Issu de la vague de cinéastes chinois des années 1990, Wang Xiaoshuai est coutumier des récompenses. En 2001 Beijing Bicycle remporte l’Ours d’Argent et Une Famille Chinoise celui du Meilleur scénario en 2008. Shanghai Dreams remporte le Prix du Jury à Cannes en 2005. Aujourd’hui le cinéaste présente au BRIFF So Long My Son, un chef d’œuvre à couper le souffle. Trois heures d’une saga familiale entremêlée aux quarante ans de transformations d’une Chine en perpétuelles mutations, au détriment de l’humain. Les bouleversants acteurs principaux, Yong Mei et Wang Jingchun ont tous deux décroché l’Ours d’argent de la meilleure interprétation au dernier festival de Berlin. C’est tranquillement assis à une petite terrasse bruxelloise que le cinéaste nous raconte son chef d’œuvre, avec la simplicité déconcertante d’un homme à la sympathie et la politesse évidentes et au talent indéfinissable. Le long métrage vient de remporter le Grand Prix du BRIFF à Bruxelles.

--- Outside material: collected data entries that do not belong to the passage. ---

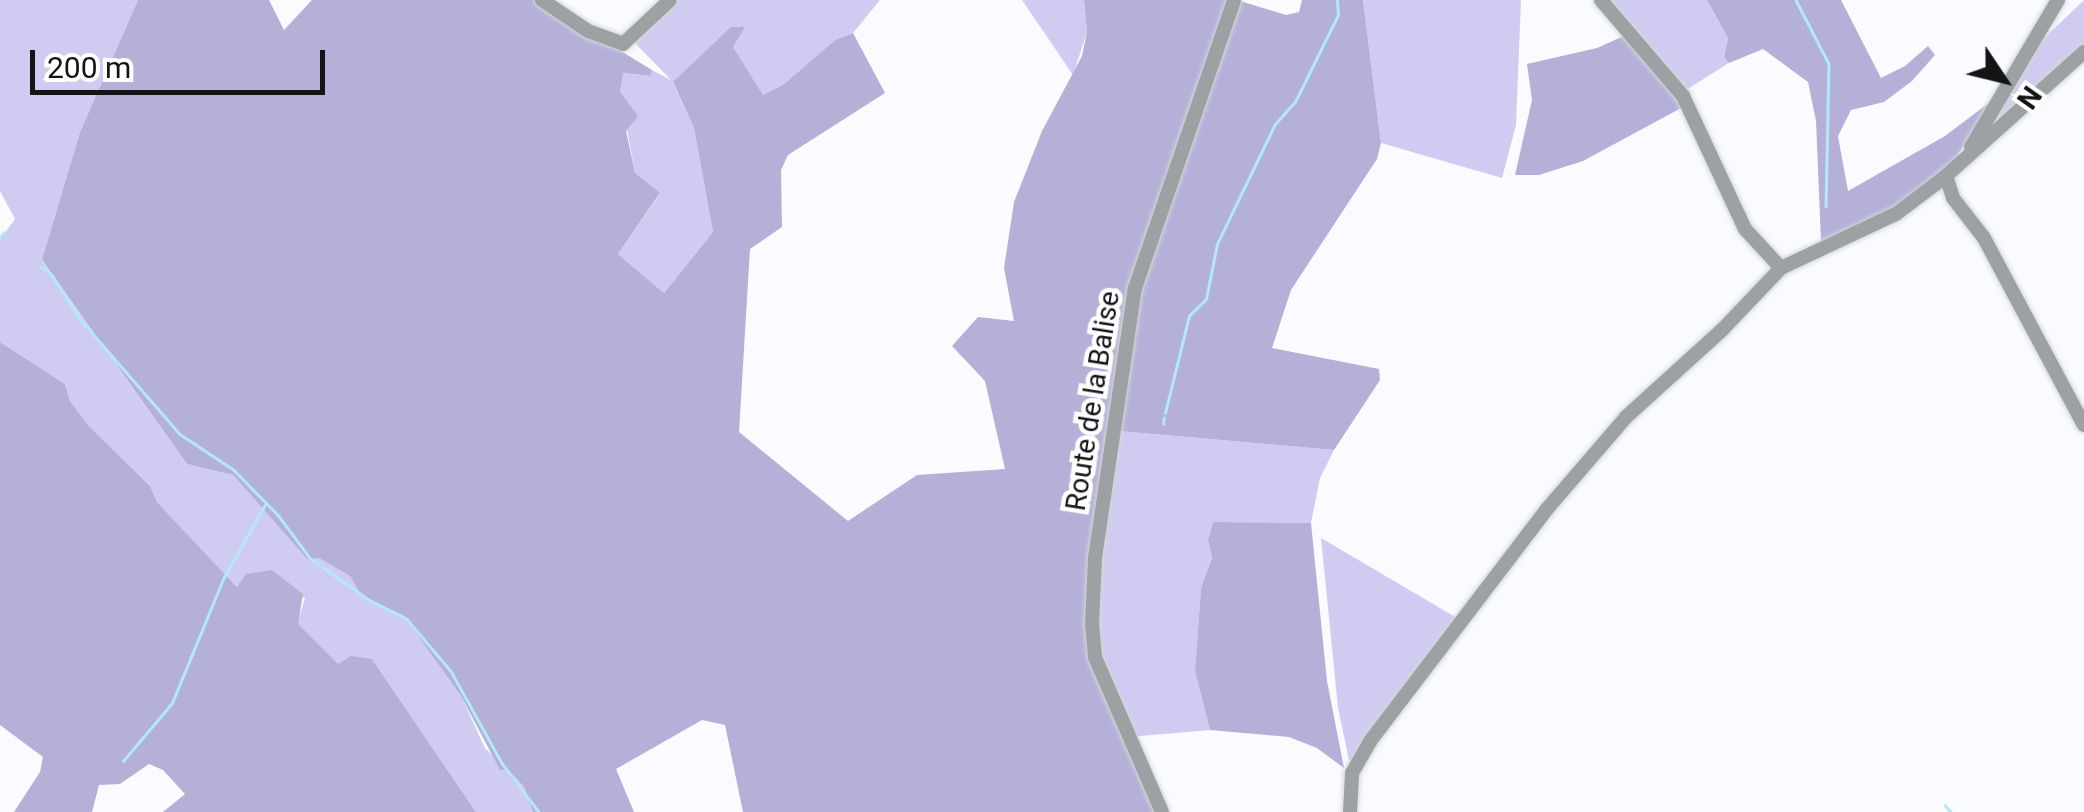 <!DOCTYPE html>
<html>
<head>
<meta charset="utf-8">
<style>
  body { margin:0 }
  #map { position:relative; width:2084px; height:812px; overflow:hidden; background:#f9fbfe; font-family:Roboto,sans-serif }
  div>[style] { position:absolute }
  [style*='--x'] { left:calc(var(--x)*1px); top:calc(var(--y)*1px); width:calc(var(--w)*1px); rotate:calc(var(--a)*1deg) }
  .green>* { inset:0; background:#d0ccf1 }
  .forest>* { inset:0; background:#b4b0d8 }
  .stream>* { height:2.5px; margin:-1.25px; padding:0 1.25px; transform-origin:1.25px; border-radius:1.25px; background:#b3e8f6 }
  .roads { filter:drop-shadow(0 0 2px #d4d6d9) drop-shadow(0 0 2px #d4d6d9) }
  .minor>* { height:14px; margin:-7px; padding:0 7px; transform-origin:7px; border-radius:7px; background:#9ea1a3 }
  span { translate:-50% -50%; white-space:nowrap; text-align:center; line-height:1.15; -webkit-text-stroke:9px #fff; paint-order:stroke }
  .street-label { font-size:28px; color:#121416 }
  .north { position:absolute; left:1954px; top:30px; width:100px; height:100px; -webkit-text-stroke:8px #fff; paint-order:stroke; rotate:125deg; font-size:28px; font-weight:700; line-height:40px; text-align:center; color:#121416 }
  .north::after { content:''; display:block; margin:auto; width:35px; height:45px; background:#121416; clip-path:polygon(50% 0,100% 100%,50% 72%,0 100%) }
  .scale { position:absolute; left:30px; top:50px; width:295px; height:45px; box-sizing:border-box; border:5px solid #121416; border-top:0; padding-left:12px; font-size:30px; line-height:35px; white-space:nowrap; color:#121416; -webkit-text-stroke:8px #fff; paint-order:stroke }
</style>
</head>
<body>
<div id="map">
  <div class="green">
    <i style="clip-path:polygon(0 0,138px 0,80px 132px,42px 261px,187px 464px,233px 475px,308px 560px,319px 558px,350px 576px,362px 597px,403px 615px,461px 696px,485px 748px,524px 787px,533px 812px,476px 812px,372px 659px,338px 665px,297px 624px,305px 598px,237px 587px,157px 502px,150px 486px,88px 425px,70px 401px,65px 384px,0 342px,0 240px,15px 219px,0 191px)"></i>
    <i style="clip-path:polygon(677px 0,880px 0,853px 33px,835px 40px,784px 84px,763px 95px,732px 46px,744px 27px,673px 83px,694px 128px,713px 232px,664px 293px,618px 254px,660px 194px,635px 173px,620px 92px,622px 73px,649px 76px,652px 70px,671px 80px,633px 41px)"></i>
    <i style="clip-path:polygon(1022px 0,1084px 0,1087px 32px,1073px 75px)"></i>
    <i style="clip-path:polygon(1363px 0,1521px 0,1516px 125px,1502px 178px,1381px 143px)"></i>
    <i style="clip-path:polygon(1607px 0,1707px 0,1728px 38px,1724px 57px,1729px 63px,1686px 90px)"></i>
    <i style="clip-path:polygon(2084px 0,2084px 48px,1975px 146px,2039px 43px)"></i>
    <i style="clip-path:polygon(1119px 431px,1334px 450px,1320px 478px,1311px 523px,1213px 522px,1208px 540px,1212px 558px,1201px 588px,1195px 671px,1210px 730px,1129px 737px,1097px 649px,1100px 535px)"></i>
    <i style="clip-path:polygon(1321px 538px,1457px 618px,1353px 762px,1349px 760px,1338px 708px)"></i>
  </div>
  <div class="forest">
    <i style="clip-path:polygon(138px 0,269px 0,284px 30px,312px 0,537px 0,652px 70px,650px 76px,623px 73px,620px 92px,638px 116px,626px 131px,635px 173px,660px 193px,618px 254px,664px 293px,713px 232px,694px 128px,673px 82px,731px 27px,745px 27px,733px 47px,763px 95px,784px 84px,835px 40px,853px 33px,885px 93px,788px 155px,781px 170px,782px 227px,750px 249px,739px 432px,848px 521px,917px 475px,1005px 469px,985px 381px,952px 346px,978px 317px,1014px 321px,1004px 268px,1014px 202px,1042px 131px,1082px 56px,1087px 32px,1084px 0,1237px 0,1286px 15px,1299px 12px,1302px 0,1363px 0,1381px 143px,1377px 159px,1291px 290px,1272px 348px,1379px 369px,1380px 380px,1334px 450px,1119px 431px,1122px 323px,1088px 633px,1159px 812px,743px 812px,725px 725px,702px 720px,616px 769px,634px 812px,533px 812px,524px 787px,507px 769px,500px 770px,461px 696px,403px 615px,362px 597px,350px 576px,319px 558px,308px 560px,233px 475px,187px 464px,42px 260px,80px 132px)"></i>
    <i style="clip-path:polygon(1707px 0,1841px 0,1881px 78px,1905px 66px,1928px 46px,1935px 55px,1912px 81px,1884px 102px,1851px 110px,1838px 136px,1848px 191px,1945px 136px,1990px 102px,1992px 107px,1948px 168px,1897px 208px,1821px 241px,1816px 121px,1808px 82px,1763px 49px,1729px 63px,1724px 57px,1728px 38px)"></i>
    <i style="clip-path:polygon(1626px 35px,1683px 107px,1583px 161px,1539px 175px,1515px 175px,1532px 100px,1527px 64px,1597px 48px)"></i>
    <i style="clip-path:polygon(0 342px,65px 384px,70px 401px,88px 425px,150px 486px,157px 502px,237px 587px,246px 574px,272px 570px,303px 594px,298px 624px,338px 664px,351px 656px,372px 659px,476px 812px,163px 812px,185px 794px,163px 770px,149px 764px,120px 784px,99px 785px,92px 812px,14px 812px,40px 772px,43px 757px,0 725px)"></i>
    <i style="clip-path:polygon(1213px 522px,1311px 523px,1327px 681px,1344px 768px,1317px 748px,1289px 737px,1210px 730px,1195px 671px,1201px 588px,1212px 558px,1208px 540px)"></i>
  </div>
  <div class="stream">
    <i style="--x:1796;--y:0;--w:72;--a:62.7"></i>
    <i style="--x:1829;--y:64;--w:142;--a:91.2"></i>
    <i style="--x:0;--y:237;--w:6;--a:-51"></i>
    <i style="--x:40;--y:266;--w:15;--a:37"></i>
    <i style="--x:52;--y:275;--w:52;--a:57.5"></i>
    <i style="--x:80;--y:319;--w:152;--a:49"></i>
    <i style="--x:180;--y:434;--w:65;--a:33.7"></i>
    <i style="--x:234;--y:470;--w:64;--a:45.6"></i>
    <i style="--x:279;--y:516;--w:52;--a:53.6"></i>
    <i style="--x:310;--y:558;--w:71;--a:35.3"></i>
    <i style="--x:368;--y:599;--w:44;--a:27.1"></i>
    <i style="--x:407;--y:619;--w:68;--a:49.8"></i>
    <i style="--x:451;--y:671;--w:105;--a:61"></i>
    <i style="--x:502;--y:763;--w:61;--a:52.9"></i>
    <i style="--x:1165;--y:413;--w:100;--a:-76.1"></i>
    <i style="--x:1189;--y:316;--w:24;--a:-45"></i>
    <i style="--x:1206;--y:299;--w:56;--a:-78.7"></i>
    <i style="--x:1217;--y:244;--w:133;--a:-64.2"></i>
    <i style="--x:1275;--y:124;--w:30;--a:-48"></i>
    <i style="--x:1295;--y:102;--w:97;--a:-63.7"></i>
    <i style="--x:1338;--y:15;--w:15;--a:-94"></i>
    <i style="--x:1163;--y:424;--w:6;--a:-81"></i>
    <i style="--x:123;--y:761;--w:76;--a:-49.8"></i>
    <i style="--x:172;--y:703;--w:134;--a:-67.6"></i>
    <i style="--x:223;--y:579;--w:87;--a:-60.5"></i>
    <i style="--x:1945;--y:805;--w:9;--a:49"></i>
  </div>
  <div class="roads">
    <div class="minor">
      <i style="--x:542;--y:0;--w:55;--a:34"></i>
      <i style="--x:588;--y:31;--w:37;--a:20"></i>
      <i style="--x:623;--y:44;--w:64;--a:-43.1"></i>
      <i style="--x:1601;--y:0;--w:126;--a:49.5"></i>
      <i style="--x:1683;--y:96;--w:147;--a:65"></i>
      <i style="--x:1745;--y:229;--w:53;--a:47.3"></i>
      <i style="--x:2084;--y:52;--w:186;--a:138.1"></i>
      <i style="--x:1946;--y:176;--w:23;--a:72"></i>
      <i style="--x:1953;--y:198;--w:51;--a:52.2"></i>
      <i style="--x:1984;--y:238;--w:212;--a:61.9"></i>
      <i style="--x:1971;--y:147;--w:171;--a:-59.4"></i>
      <i style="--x:1162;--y:812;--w:169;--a:-113.4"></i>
      <i style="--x:1095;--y:657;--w:33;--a:-95"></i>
      <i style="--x:1092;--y:624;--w:66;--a:-87.4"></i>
      <i style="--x:1095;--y:558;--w:273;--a:-81.6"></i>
      <i style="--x:1135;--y:288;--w:305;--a:-71"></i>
      <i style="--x:1350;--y:812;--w:39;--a:-87"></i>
      <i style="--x:1352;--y:773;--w:38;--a:-60"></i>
      <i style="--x:1371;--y:740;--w:290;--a:-52.7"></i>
      <i style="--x:1547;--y:509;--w:121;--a:-49.3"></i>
      <i style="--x:1626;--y:417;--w:130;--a:-42.2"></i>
      <i style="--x:1722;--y:330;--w:86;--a:-46.4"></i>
      <i style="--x:1781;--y:268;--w:127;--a:-25.2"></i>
      <i style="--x:1896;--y:214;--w:63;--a:-37.2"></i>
    </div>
  </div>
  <div class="street-label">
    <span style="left:1093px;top:401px;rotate:-81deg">Route de la Balise</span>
  </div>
  <div class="north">N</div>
  <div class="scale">200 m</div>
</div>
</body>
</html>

Stéphanie Lannoy : Comment le projet du film a-t-il débuté ?
Wang Xiaoshuai :
L’idée m‘est venue en 2015, au moment où le gouvernement a mis un terme à la politique de l’enfant unique. Cette politique a débuté au début des années 80 et je n’avais jamais pensé au fait qu’elle puisse un jour s’arrêter. Ce qui était vraiment intéressant, c’est que pendant une trentaine d’années, toute une population a été soumise à cette politique. Les gens qui étaient en âge d’avoir des enfants pendant ces années-là sont assez particuliers, différents des autres. De plus, même s’il on constate que le nombre de films commerciaux s’accroit en Chine, je considère pour ma part qu’il est fondamental de faire des films qui traitent de problèmes sociétaux.

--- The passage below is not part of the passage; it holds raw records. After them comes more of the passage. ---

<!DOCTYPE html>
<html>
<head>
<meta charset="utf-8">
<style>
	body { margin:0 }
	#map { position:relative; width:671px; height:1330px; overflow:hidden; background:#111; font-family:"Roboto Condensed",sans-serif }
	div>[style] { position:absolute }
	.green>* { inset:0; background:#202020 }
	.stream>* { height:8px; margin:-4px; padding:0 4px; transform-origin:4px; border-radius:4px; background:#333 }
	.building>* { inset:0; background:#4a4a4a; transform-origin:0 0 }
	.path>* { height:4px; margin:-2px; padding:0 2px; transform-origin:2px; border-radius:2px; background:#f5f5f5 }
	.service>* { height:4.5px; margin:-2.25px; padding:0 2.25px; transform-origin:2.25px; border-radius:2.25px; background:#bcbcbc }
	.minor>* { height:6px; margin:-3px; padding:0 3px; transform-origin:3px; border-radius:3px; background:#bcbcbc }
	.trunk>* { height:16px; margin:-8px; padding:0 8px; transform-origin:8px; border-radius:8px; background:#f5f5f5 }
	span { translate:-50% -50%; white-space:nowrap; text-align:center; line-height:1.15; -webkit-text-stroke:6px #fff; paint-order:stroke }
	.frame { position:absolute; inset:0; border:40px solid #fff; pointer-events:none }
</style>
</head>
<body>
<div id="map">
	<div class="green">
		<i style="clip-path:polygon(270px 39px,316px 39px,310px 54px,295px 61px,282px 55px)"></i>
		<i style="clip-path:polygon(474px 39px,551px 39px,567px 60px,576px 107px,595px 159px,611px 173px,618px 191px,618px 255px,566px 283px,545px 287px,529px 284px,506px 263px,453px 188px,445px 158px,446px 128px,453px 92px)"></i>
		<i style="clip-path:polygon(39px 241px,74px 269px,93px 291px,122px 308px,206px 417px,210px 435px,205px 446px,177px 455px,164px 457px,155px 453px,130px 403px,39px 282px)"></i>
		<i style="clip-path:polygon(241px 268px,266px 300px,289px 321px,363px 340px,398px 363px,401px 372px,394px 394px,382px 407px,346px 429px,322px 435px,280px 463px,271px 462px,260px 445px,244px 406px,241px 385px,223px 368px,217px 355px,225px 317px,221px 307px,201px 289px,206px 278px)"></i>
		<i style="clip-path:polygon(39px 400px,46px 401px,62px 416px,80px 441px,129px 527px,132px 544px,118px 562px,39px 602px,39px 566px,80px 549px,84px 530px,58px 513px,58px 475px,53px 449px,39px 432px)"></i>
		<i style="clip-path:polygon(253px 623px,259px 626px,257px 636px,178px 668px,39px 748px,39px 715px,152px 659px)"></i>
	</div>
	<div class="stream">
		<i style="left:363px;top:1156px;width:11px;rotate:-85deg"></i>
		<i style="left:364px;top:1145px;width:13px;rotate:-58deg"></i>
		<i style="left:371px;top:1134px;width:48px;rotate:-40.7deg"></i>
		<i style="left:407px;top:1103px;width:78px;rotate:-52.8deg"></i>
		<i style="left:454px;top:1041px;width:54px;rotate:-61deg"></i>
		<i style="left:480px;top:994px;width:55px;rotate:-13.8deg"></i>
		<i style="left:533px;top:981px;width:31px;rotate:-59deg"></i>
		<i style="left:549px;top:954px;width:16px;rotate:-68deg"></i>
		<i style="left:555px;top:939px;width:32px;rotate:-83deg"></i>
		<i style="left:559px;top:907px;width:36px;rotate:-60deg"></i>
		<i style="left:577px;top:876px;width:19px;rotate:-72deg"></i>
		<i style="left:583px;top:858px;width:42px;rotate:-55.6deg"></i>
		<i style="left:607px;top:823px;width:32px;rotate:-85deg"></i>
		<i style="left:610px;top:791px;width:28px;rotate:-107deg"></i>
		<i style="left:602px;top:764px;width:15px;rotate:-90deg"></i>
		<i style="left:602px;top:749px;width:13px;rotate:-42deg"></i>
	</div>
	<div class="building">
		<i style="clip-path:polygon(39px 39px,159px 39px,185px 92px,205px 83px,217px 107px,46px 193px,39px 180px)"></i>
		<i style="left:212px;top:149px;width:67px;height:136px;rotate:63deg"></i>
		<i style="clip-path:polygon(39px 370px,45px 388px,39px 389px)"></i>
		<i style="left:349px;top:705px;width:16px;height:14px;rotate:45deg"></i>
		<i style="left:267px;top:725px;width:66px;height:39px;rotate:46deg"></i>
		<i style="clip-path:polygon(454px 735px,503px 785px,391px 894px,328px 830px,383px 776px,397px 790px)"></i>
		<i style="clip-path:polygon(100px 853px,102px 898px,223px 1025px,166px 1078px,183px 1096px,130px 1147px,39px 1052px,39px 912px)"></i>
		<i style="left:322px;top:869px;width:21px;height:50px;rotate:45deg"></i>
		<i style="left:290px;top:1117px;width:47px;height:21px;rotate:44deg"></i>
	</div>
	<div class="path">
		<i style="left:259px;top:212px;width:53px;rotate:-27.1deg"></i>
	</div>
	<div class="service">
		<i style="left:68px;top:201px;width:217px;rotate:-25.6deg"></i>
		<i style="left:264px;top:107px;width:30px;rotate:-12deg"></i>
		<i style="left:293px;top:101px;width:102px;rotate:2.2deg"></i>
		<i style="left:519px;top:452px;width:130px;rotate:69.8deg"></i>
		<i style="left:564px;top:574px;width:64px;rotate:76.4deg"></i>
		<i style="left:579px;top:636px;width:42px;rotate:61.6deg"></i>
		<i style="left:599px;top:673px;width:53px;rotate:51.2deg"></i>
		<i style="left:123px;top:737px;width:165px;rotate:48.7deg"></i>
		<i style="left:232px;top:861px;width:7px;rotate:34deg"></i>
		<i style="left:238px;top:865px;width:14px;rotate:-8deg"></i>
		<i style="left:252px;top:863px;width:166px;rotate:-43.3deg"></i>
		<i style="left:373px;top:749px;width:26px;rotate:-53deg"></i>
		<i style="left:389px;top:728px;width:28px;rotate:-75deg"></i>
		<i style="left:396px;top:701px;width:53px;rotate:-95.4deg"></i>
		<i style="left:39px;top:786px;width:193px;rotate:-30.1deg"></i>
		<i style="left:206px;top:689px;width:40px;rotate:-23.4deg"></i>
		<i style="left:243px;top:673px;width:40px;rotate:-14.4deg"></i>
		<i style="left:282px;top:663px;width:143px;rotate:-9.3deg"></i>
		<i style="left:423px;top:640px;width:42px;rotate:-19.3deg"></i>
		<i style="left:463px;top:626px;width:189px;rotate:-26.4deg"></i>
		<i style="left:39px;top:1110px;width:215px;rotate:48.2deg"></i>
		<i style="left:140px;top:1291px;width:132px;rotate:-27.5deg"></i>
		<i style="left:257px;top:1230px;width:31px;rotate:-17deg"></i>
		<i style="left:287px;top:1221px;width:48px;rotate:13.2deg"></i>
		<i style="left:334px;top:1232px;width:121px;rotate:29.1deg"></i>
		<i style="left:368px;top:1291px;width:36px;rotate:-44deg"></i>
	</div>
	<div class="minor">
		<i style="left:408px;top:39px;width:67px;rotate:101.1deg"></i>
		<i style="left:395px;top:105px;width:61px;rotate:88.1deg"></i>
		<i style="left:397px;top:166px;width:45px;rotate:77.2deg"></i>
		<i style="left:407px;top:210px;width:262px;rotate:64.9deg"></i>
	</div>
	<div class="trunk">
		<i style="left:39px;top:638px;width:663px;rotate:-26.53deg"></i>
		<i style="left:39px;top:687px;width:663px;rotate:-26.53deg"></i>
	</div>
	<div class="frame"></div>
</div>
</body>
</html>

« So Long My Son » est une fiction qui porte une vraie valeur documentaire… Le film montre l’impact de cette politique sur la vie réelle, quotidienne et personnelle des gens. L’impact de cette politique généralisée sur l’individu, sur la famille. Il n’y a pas que les documentaires qui doivent parler du vrai. En même temps je considère que ce n’est pas aux films de fictions qu’il revient de toujours évoquer ce qui est amusant et comique. Les réalisateurs de fictions ont une responsabilité pour parler du vrai. Les gens n’ont pas toujours une vie facile et un cinéaste sincère se doit de s’intéresser au peuple et à son sort.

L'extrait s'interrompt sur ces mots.